» Your task
Copy exactly the lines of the records below, and only those lines, beginning with the line that contains "position:relative; width:574px; height:1967px;" and ending with the line that contains "height:4.5px; margin:-2.25px; padding:0".

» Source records
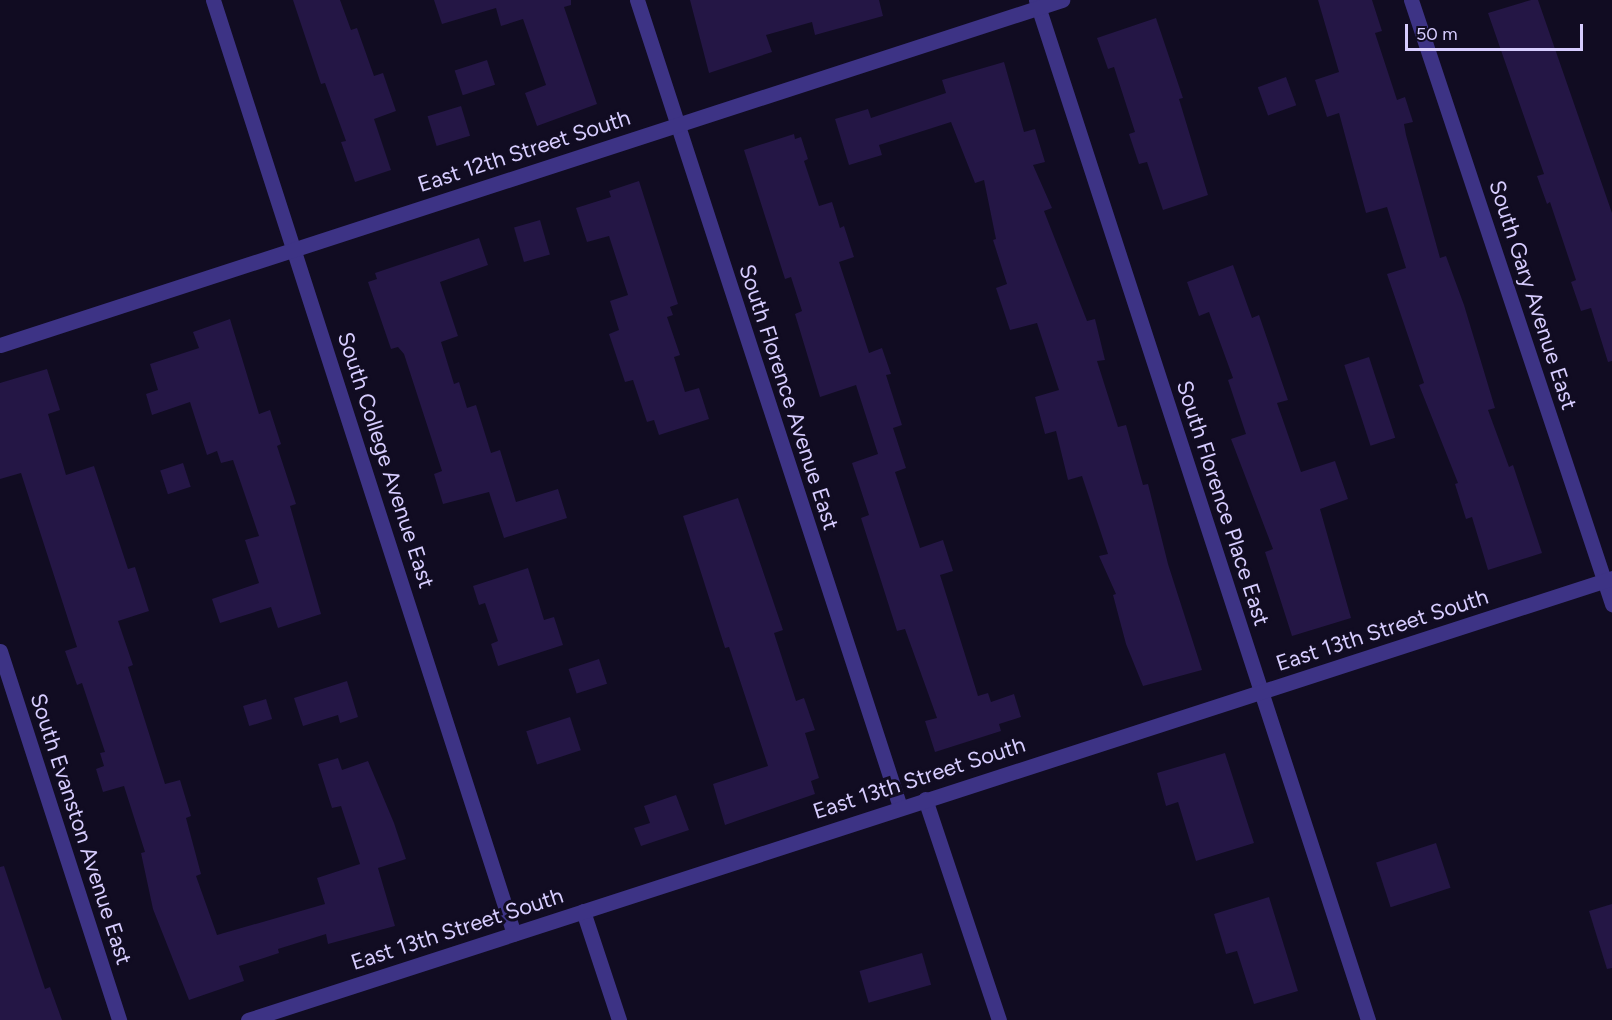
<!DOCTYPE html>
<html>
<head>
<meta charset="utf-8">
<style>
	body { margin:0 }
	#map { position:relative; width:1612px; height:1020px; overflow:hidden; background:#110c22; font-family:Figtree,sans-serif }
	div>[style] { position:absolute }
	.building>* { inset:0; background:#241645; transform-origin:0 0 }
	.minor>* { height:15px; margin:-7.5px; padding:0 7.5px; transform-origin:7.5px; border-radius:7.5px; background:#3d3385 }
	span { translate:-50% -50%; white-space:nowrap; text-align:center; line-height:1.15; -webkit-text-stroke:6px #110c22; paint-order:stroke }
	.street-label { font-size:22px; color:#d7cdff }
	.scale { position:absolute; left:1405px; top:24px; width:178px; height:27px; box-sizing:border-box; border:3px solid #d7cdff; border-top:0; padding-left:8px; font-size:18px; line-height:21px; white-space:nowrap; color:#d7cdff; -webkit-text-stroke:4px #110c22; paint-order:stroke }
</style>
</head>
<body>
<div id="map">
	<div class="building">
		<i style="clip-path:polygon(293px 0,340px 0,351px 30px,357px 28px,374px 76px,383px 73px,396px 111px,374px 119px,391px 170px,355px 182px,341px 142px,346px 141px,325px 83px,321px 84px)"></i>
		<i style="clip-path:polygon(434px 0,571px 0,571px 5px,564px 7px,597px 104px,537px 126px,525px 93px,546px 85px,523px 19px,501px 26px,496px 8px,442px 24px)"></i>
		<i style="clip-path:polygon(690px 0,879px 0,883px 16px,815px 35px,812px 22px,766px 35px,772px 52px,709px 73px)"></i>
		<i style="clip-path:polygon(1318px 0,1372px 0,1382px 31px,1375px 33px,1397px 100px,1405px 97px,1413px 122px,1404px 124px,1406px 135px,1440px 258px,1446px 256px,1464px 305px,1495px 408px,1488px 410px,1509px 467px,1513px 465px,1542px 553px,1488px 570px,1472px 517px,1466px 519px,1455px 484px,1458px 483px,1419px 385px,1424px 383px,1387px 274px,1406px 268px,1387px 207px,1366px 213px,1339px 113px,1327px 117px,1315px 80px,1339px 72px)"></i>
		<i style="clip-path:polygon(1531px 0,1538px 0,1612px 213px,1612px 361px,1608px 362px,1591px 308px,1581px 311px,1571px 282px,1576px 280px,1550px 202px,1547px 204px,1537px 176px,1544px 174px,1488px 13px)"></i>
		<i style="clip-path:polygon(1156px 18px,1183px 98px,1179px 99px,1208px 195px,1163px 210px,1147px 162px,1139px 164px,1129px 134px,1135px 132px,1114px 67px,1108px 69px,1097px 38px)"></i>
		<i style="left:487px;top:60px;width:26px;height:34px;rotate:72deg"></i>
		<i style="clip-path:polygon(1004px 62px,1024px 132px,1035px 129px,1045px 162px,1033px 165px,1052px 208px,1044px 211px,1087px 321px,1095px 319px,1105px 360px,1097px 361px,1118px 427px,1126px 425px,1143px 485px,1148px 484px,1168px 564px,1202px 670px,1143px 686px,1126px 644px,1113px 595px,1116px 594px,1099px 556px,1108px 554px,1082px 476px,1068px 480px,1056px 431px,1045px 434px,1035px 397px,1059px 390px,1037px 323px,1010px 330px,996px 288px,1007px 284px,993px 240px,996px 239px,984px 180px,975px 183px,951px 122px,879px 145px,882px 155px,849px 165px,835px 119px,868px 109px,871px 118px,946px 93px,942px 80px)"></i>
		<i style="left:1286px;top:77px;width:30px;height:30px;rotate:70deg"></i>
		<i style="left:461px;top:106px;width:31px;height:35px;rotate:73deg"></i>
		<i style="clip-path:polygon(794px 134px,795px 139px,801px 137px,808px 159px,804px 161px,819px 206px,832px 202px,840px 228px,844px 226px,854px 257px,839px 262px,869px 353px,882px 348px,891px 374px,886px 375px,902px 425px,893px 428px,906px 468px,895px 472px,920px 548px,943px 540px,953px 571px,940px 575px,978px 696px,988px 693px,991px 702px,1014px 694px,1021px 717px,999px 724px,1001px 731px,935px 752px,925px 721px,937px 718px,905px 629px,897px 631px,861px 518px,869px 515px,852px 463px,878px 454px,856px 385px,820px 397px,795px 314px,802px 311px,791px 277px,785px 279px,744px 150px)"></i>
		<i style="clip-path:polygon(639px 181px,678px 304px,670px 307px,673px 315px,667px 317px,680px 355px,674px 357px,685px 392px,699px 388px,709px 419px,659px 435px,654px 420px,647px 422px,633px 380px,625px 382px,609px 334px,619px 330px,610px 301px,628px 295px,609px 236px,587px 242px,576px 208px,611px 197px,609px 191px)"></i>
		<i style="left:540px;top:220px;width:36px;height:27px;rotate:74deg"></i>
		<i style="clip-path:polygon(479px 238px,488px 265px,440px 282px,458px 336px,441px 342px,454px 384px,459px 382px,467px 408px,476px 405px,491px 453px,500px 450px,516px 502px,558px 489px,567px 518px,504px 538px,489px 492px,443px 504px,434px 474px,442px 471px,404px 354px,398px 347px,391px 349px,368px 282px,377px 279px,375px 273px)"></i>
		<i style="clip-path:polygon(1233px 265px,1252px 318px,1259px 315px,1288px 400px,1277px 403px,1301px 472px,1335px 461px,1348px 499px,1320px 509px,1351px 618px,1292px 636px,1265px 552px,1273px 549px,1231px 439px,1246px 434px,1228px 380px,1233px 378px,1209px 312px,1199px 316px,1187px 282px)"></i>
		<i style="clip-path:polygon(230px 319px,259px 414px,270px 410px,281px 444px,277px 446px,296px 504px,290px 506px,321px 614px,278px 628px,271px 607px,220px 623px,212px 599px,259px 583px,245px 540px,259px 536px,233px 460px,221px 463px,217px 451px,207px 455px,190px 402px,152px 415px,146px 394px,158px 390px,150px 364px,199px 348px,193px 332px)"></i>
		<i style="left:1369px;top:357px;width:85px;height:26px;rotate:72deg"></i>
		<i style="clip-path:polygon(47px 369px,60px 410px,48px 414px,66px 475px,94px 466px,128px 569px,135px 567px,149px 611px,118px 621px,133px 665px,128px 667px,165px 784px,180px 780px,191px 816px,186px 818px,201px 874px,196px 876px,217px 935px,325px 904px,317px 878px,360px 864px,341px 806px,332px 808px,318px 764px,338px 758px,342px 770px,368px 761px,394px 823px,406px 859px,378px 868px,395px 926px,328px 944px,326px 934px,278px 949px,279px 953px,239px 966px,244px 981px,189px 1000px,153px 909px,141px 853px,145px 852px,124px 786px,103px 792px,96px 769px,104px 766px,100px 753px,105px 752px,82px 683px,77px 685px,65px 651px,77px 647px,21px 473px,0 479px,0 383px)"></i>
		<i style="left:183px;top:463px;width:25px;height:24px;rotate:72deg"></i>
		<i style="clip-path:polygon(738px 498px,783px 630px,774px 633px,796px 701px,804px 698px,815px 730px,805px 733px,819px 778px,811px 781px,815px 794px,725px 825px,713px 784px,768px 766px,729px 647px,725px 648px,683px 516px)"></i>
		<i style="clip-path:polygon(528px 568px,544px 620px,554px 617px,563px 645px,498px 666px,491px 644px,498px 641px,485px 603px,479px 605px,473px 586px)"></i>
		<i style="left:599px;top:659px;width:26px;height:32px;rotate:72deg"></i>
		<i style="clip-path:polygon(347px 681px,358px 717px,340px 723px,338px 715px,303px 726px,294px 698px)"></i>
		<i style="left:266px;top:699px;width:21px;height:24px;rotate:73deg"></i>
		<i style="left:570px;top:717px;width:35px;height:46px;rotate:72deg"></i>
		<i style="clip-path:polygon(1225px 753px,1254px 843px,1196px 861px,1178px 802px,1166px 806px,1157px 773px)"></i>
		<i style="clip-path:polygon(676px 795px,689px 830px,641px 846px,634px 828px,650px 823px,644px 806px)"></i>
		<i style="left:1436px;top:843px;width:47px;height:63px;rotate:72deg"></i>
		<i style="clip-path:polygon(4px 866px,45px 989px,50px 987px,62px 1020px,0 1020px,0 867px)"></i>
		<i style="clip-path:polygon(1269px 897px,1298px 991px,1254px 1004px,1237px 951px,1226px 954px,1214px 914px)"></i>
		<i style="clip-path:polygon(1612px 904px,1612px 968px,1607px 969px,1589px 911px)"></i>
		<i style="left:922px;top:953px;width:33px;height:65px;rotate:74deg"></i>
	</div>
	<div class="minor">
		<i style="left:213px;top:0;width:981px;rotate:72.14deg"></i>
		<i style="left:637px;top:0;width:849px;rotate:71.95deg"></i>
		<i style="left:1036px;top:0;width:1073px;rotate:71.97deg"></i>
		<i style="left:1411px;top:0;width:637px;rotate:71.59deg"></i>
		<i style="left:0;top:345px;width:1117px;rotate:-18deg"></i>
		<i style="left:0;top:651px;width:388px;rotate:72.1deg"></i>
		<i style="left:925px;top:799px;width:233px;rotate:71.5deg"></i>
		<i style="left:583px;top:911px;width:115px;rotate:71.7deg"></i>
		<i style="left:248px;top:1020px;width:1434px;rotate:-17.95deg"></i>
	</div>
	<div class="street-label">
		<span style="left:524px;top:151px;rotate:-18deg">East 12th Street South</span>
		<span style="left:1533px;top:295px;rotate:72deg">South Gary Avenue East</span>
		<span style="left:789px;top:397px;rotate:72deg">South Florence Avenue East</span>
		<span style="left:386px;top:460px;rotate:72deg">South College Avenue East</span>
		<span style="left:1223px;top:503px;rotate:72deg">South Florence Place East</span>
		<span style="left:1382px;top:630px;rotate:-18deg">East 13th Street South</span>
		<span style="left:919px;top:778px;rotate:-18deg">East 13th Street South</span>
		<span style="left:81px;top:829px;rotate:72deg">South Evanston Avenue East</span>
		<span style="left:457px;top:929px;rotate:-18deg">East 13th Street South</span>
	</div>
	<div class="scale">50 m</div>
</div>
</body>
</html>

...

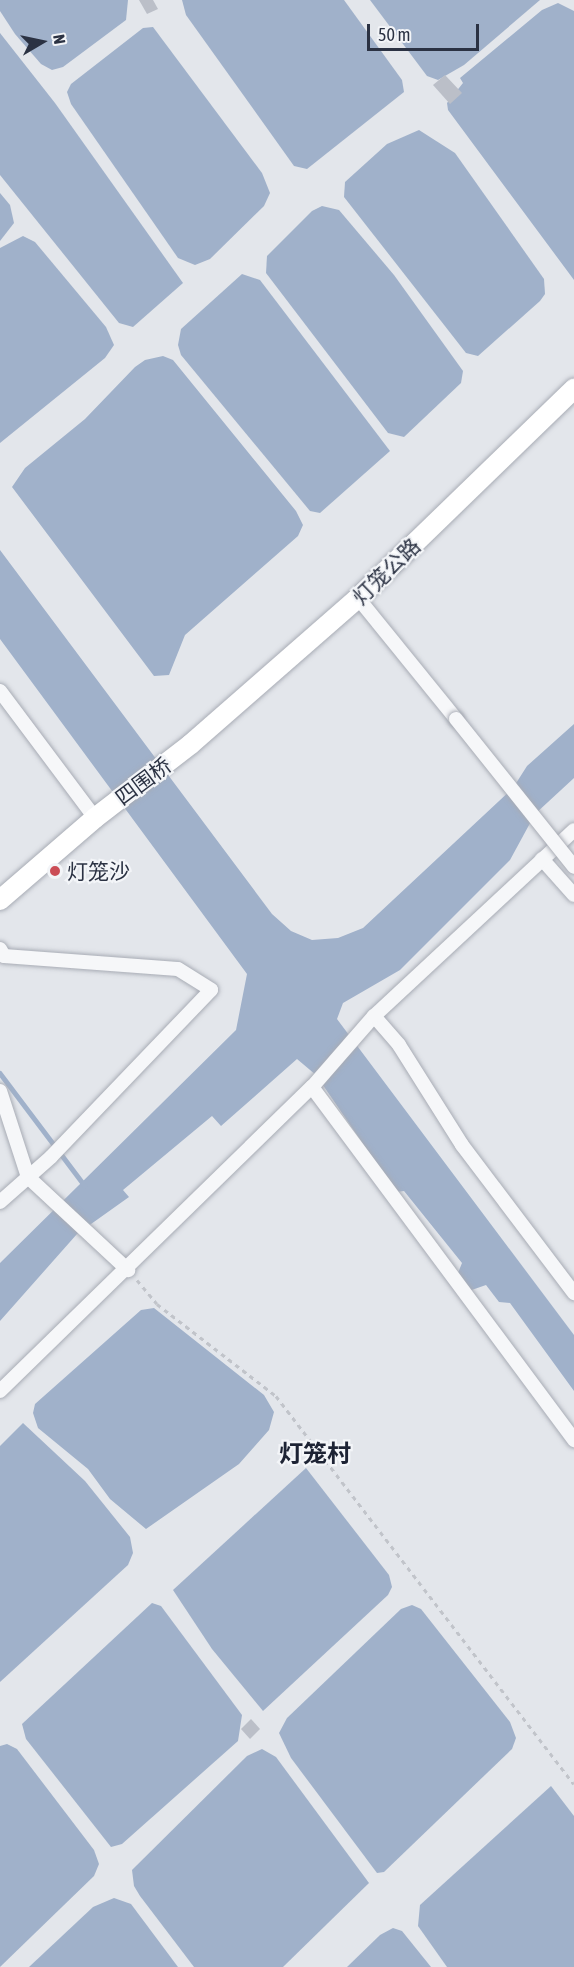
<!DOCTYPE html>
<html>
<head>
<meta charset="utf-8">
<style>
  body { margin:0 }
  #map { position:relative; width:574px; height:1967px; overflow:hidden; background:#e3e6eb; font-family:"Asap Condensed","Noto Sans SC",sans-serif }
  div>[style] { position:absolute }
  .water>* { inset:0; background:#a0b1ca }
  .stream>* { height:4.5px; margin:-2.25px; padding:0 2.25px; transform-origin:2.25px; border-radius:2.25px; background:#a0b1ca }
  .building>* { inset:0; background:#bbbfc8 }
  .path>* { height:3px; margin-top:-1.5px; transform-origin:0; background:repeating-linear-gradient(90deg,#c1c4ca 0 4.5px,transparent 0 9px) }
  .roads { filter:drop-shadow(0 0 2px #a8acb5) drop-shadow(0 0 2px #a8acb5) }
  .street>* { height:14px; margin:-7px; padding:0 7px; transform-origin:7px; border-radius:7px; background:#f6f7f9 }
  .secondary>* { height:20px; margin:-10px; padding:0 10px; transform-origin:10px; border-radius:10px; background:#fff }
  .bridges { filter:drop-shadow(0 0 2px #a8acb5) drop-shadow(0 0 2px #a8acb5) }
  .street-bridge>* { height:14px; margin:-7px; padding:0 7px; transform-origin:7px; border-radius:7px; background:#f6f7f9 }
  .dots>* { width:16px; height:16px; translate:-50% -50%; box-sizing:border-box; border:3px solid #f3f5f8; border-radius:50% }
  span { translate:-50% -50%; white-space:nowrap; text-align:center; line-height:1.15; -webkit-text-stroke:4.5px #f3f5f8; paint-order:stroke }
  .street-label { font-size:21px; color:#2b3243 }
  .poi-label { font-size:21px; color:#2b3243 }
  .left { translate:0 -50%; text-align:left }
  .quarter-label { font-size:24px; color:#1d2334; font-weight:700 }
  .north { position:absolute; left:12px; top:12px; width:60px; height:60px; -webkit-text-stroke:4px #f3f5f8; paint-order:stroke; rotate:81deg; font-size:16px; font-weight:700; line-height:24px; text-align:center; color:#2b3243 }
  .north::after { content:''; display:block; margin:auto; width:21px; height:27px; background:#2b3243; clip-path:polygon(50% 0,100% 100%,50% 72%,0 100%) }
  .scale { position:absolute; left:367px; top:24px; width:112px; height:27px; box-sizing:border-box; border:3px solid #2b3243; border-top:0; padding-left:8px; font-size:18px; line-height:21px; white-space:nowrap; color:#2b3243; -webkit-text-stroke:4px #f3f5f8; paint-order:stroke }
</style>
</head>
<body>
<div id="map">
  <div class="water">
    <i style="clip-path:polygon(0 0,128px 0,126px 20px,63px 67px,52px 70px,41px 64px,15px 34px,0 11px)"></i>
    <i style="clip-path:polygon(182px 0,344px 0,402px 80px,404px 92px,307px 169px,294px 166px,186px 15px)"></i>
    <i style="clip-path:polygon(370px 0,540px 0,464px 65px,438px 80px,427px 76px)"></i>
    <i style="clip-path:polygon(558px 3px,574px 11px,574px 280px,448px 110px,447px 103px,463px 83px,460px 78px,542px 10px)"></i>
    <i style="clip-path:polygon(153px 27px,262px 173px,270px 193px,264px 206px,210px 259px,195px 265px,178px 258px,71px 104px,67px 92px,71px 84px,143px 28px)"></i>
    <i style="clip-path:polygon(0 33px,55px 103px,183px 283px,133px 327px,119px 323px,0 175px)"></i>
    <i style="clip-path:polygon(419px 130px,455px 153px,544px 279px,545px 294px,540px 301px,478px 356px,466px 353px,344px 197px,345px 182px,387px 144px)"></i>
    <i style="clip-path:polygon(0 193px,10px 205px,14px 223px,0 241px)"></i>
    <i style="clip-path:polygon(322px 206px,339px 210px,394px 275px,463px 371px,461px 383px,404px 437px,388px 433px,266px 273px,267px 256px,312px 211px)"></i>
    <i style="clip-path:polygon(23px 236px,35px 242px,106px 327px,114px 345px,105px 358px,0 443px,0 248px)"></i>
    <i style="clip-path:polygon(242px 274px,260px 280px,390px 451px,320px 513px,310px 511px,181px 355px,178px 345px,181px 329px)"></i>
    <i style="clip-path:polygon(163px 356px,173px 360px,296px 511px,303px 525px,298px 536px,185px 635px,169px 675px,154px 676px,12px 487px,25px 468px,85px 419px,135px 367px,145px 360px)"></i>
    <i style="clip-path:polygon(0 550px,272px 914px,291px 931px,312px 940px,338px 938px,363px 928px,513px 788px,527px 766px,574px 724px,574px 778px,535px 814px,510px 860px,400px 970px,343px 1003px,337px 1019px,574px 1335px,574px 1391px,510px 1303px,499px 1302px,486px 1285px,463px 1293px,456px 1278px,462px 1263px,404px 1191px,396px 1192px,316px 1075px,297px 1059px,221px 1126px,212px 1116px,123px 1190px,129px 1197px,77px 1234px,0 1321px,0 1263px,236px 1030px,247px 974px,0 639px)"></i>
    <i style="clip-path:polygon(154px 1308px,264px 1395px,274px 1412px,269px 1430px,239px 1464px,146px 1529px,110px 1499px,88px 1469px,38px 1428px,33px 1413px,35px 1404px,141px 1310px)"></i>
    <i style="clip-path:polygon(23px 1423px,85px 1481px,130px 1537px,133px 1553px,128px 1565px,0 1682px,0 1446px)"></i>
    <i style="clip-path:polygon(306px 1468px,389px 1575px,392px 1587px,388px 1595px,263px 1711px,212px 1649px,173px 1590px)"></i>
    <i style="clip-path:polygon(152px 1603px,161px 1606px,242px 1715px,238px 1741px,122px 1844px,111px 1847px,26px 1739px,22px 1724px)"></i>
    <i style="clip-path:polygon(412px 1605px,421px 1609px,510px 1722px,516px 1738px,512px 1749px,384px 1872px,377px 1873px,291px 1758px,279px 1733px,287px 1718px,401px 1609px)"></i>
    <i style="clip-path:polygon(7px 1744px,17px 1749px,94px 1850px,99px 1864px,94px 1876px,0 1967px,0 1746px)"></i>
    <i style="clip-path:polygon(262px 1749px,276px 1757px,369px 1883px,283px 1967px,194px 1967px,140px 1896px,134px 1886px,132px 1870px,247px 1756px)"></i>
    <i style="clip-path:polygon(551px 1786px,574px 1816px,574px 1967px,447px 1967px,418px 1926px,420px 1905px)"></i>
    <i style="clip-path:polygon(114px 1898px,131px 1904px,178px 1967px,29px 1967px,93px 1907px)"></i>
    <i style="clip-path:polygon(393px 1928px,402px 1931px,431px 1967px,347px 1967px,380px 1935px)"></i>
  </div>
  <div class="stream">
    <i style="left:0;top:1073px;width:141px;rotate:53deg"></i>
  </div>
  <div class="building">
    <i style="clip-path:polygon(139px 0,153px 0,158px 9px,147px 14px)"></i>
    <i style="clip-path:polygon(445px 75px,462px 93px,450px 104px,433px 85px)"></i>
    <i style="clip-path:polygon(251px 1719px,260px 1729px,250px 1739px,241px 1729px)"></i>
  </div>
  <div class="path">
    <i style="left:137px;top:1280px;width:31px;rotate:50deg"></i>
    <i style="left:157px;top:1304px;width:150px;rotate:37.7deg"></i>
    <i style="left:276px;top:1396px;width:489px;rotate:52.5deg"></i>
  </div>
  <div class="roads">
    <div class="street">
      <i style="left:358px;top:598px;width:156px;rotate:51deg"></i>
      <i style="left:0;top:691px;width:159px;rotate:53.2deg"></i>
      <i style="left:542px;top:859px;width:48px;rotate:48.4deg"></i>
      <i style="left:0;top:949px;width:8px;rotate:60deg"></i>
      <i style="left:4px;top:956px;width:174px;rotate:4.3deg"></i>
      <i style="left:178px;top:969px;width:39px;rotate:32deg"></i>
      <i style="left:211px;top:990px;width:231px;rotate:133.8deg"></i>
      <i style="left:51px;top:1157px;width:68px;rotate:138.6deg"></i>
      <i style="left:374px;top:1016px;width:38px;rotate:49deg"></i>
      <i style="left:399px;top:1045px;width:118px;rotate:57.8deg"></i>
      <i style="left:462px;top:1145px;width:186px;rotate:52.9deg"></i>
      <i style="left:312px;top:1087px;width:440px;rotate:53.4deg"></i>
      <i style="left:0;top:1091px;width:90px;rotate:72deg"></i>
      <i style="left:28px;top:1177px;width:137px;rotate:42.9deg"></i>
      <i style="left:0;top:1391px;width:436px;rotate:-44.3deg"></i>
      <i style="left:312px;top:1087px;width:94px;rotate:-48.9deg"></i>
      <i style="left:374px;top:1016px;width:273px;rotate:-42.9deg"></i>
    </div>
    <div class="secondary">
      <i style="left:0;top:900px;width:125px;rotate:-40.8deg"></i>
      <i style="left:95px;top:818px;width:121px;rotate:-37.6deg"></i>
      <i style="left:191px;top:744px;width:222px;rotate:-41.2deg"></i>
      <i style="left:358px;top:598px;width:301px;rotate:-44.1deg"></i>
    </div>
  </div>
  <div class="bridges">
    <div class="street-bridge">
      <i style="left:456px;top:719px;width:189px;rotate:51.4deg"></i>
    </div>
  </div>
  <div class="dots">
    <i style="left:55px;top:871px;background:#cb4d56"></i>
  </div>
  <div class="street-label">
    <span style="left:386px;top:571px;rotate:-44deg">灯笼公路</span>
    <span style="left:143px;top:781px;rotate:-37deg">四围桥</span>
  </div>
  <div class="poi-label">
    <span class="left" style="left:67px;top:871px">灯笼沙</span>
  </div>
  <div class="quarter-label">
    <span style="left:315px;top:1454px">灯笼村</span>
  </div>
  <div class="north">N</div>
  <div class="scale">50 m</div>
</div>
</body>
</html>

» Result of the task
  #map { position:relative; width:574px; height:1967px; overflow:hidden; background:#e3e6eb; font-family:"Asap Condensed","Noto Sans SC",sans-serif }
  div>[style] { position:absolute }
  .water>* { inset:0; background:#a0b1ca }
  .stream>* { height:4.5px; margin:-2.25px; padding:0 2.25px; transform-origin:2.25px; border-radius:2.25px; background:#a0b1ca }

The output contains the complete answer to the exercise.